50 000 Québécois à Compostelle depuis 1995
À propos d’un livre du sociologue Michel O’Neill que tous les marcheurs, en acte ou en puissance, auront plaisir à lire … et à consulter parce qu’il s’agit aussi d’un guide: Entre Saint-Jacques de Compostelle et Sainte-Anne de Beaupré. La marche pèlegrine au Québec depuis les années 1990.
Pour ces pèlerins de l’inutile que sont les penseurs, il est parfois doux de croire qu’ils ont pu avoir une certaine influence, non seulement sur quelques lecteurs solitaires, mais sur l’ensemble de la société. À l’Agora, la marche, l’honneur de l’homme, a toujours été à l’honneur. Parce qu’elle est une étape majeure de l’évolution, un signe de vie, d’autonomie, parce que l’homme assis est une erreur de la culture.

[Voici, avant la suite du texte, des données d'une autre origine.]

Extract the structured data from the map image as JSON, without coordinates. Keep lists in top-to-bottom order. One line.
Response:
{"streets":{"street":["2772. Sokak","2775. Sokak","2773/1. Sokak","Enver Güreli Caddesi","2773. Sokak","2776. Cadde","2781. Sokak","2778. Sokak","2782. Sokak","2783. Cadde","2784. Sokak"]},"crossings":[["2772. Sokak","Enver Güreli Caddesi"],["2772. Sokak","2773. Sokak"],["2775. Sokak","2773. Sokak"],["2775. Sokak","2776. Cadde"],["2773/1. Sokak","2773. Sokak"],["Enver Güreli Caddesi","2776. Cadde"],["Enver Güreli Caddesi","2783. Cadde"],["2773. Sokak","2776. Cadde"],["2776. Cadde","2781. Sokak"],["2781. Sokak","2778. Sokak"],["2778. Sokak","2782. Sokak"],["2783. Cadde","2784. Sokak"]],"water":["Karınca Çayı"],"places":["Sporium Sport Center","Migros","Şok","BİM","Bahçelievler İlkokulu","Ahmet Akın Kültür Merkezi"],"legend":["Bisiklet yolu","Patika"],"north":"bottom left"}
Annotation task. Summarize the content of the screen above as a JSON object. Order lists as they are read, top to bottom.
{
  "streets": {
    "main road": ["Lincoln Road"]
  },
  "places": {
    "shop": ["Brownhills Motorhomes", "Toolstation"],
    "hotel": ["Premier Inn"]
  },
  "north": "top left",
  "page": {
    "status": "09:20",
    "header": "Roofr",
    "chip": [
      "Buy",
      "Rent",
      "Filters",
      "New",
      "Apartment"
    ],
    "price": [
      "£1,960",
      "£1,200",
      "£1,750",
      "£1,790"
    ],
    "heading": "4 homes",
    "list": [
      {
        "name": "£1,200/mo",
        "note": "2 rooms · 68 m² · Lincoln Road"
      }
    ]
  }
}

À l’occasion du lancement de notre magazine sur papier en 1993, nous avons organisé à Orford une marche qui fut suivie d’un colloque sur le sujet. Le conférencier principal, Christian Paquin, était un infirmier de Montréal qui rentrait, régénéré, d’une randonnée de six mois et de 3 600 km sur l’Appalachian Trail. Depuis nous enrichissons sans cesse nos dossiers sur ce thème.
Influence n’est pas le bon mot, parce qu’on l’associe trop facilement à causalité. Or qui peut prétendre être la cause d’un phénomène complexe comme un engouement nouveau pour la grande randonnée pédestre ? Disons plutôt que nous avons pressenti la pertinence de cette pratique et que nous l’avons accompagnée.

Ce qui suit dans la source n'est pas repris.